An Auction-based Marketplace for Model Trading in Federated Learning
Yue Cui, Liuyi Yao, Yaliang Li, Ziqian Chen, Bolin Ding, Xiaofang Zhou
TL;DR
The paper reframes federated learning as a model-trading marketplace in cross-silo FL, introducing performance-gain based pricing and an RL-driven allocation framework to maximize trading volume while preserving fairness and accuracy. It establishes theoretical mechanisms to encourage truthful bidding, enforces sale-copy limits and selective seller authorization to sustain market dynamics, and uses an A2C-based solver to optimize allocations across evolving market states. Empirical results on MNIST, FMNIST, FEMNIST, and CIFAR-10 show increased trading volumes and competitive downstream accuracy against a GSP baseline, with reward shaping improving fairness for bottom-tier participants. Overall, the work advances liquidity and incentive compatibility in FL by integrating auction theory with reinforcement learning for market operations.
Abstract
Federated learning (FL) is increasingly recognized for its efficacy in training models using locally distributed data. However, the proper valuation of shared data in this collaborative process remains insufficiently addressed. In this work, we frame FL as a marketplace of models, where clients act as both buyers and sellers, engaging in model trading.

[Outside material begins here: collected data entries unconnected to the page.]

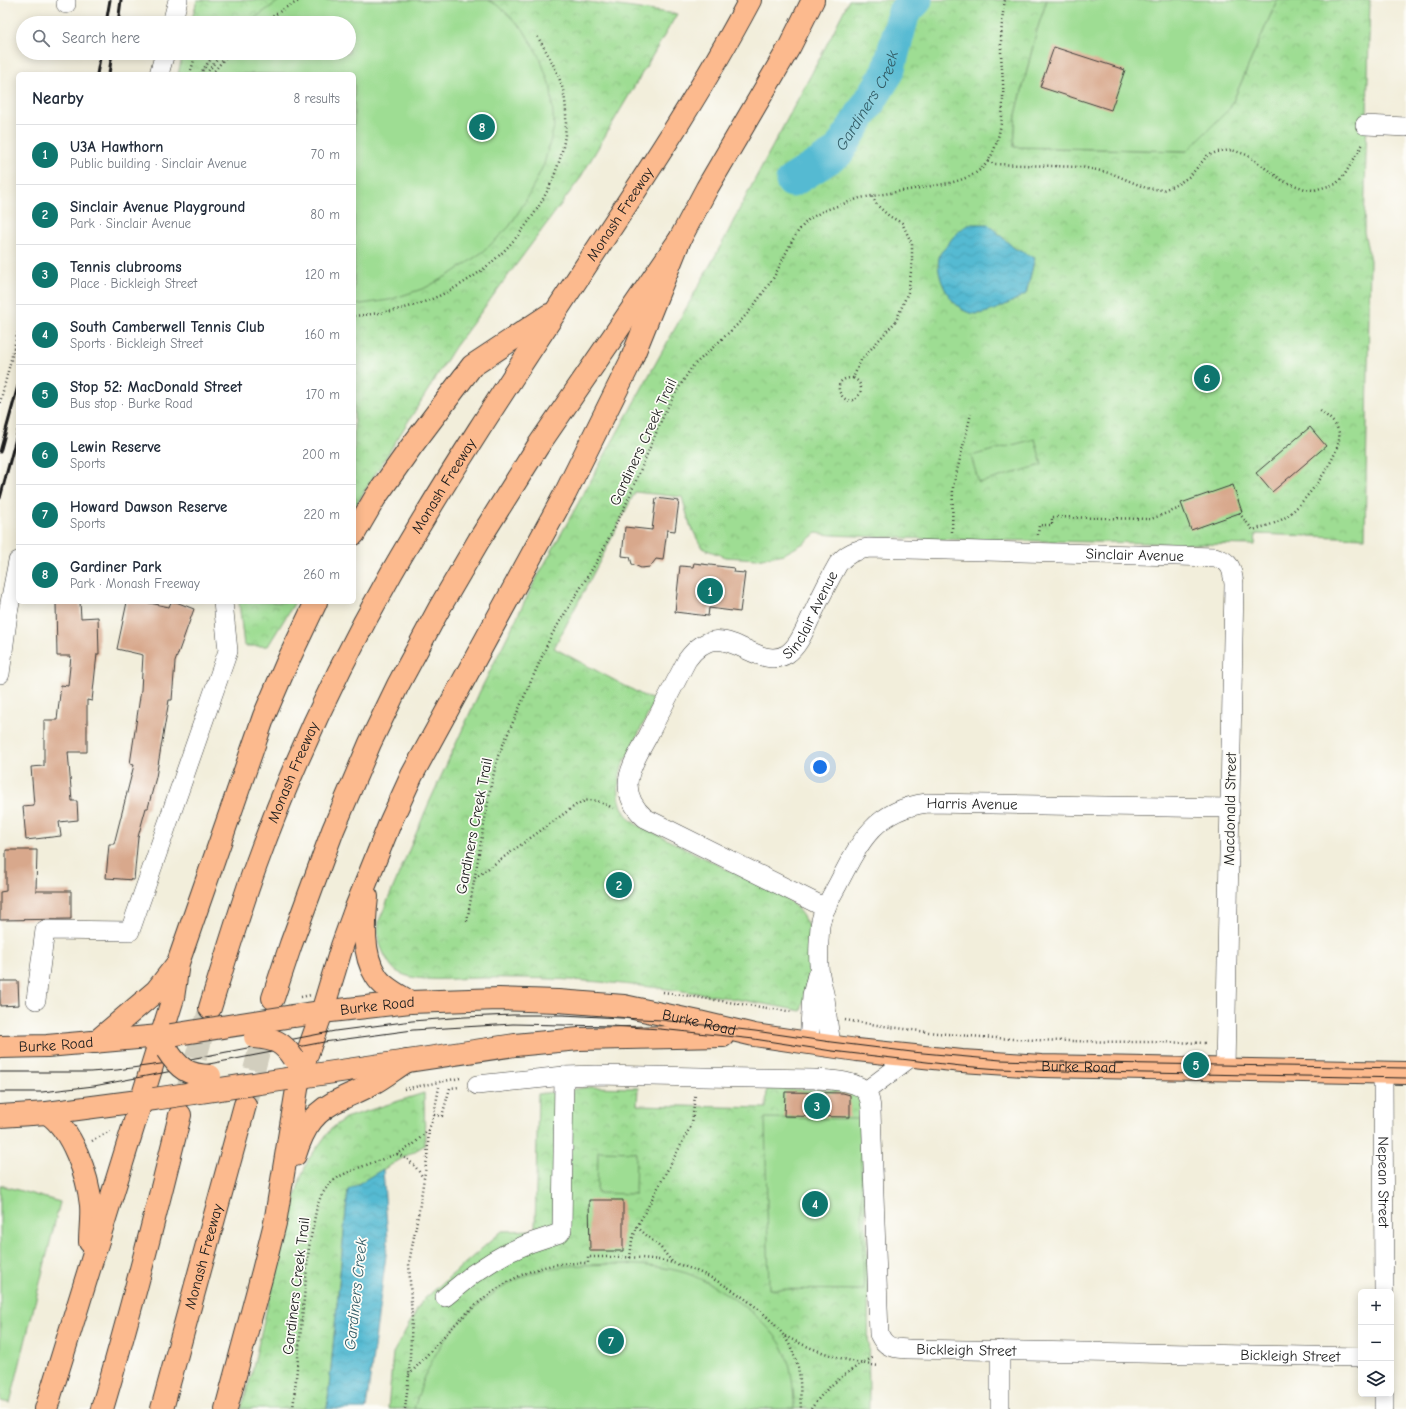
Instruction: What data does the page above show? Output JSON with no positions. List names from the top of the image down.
{
  "streets": {
    "main road": ["Monash Freeway", "Burke Road"],
    "street": [
      "Sinclair Avenue",
      "Harris Avenue",
      "Macdonald Street",
      "Nepean Street",
      "Bickleigh Street"
    ],
    "path": ["Gardiners Creek Trail"]
  },
  "crossings": [
    ["Monash Freeway", "Burke Road"],
    ["Sinclair Avenue", "Harris Avenue"],
    ["Sinclair Avenue", "Macdonald Street"],
    ["Harris Avenue", "Macdonald Street"],
    ["Harris Avenue", "Burke Road"],
    ["Macdonald Street", "Burke Road"],
    ["Burke Road", "Nepean Street"]
  ],
  "water": ["Gardiners Creek"],
  "page": {
    "search": "Search here",
    "heading": ["Nearby", "8 results"],
    "pins": [
      "8",
      "6",
      "1",
      "2",
      "5",
      "3",
      "4",
      "7"
    ],
    "list": [
      {
        "mark": "1",
        "name": "U3A Hawthorn",
        "note": "Public building · Sinclair Avenue",
        "value": "70 m"
      },
      {
        "mark": "2",
        "name": "Sinclair Avenue Playground",
        "note": "Park · Sinclair Avenue",
        "value": "80 m"
      },
      {
        "mark": "3",
        "name": "Tennis clubrooms",
        "note": "Place · Bickleigh Street",
        "value": "120 m"
      },
      {
        "mark": "4",
        "name": "South Camberwell Tennis Club",
        "note": "Sports · Bickleigh Street",
        "value": "160 m"
      },
      {
        "mark": "5",
        "name": "Stop 52: MacDonald Street",
        "note": "Bus stop · Burke Road",
        "value": "170 m"
      },
      {
        "mark": "6",
        "name": "Lewin Reserve",
        "note": "Sports",
        "value": "200 m"
      },
      {
        "mark": "7",
        "name": "Howard Dawson Reserve",
        "note": "Sports",
        "value": "220 m"
      },
      {
        "mark": "8",
        "name": "Gardiner Park",
        "note": "Park · Monash Freeway",
        "value": "260 m"
      }
    ],
    "map_buttons": ["+", "−"]
  }
}
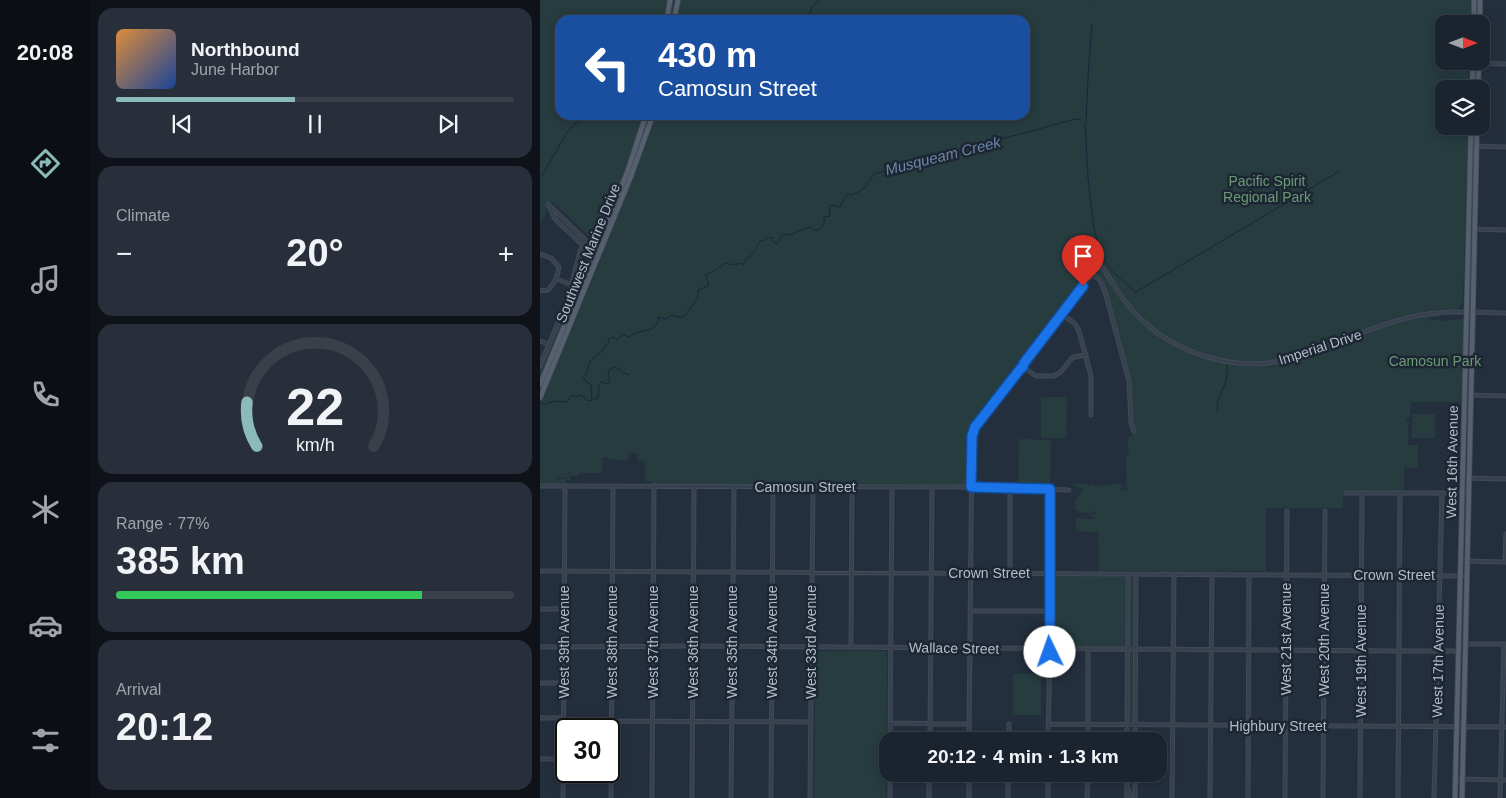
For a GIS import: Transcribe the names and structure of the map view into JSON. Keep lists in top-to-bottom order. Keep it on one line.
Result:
{"streets":{"main road":["Southwest Marine Drive","West 16th Avenue"],"street":["Imperial Drive","Camosun Street","Crown Street","West 21st Avenue","West 20th Avenue","West 39th Avenue","West 38th Avenue","West 37th Avenue","West 36th Avenue","West 35th Avenue","West 34th Avenue","West 33rd Avenue","Wallace Street","West 19th Avenue","West 17th Avenue","Highbury Street"]},"crossings":[["Imperial Drive","West 16th Avenue"],["West 16th Avenue","Crown Street"],["West 16th Avenue","Wallace Street"],["West 16th Avenue","Highbury Street"],["Camosun Street","West 39th Avenue"],["Camosun Street","West 38th Avenue"],["Camosun Street","West 37th Avenue"],["Camosun Street","West 36th Avenue"],["Camosun Street","West 35th Avenue"],["Camosun Street","West 34th Avenue"],["Camosun Street","West 33rd Avenue"],["Crown Street","West 21st Avenue"],["Crown Street","West 20th Avenue"],["Crown Street","West 39th Avenue"],["Crown Street","West 38th Avenue"],["Crown Street","West 37th Avenue"],["Crown Street","West 36th Avenue"],["Crown Street","West 35th Avenue"],["Crown Street","West 34th Avenue"],["Crown Street","West 33rd Avenue"],["Crown Street","West 19th Avenue"],["Crown Street","West 17th Avenue"],["West 21st Avenue","Wallace Street"],["West 21st Avenue","Highbury Street"],["West 20th Avenue","Wallace Street"],["West 20th Avenue","Highbury Street"],["West 39th Avenue","Wallace Street"],["West 38th Avenue","Wallace Street"],["West 37th Avenue","Wallace Street"],["West 36th Avenue","Wallace Street"],["West 35th Avenue","Wallace Street"],["West 34th Avenue","Wallace Street"],["West 33rd Avenue","Wallace Street"],["Wallace Street","West 19th Avenue"],["Wallace Street","West 17th Avenue"],["West 19th Avenue","Highbury Street"],["West 17th Avenue","Highbury Street"]],"water":["Musqueam Creek"],"parks":["Pacific Spirit Regional Park","Camosun Park"],"north":"right","page":{"tabs":"20:08","turn":["430 m","Camosun Street"],"song":["Northbound","June Harbor"],"tile":["Climate",["Range · 77%","385 km"],["Arrival","20:12"]],"heat":["−","20°","+"],"limit":"30","trip":"20:12 · 4 min · 1.3 km","gauge":["22","km/h"]}}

This FL market allows clients to gain monetary reward by selling their own models and improve local model performance through the purchase of others' models. We propose an auction-based solution to ensure proper pricing based on performance gain. Incentive mechanisms are designed to encourage clients to truthfully reveal their model valuations. Furthermore, we introduce a reinforcement learning (RL) framework for marketing operations, aiming to achieve maximum trading volumes under the dynamic and evolving market status. Experimental results on four datasets demonstrate that the proposed FL market can achieve high trading revenue and fair downstream task accuracy.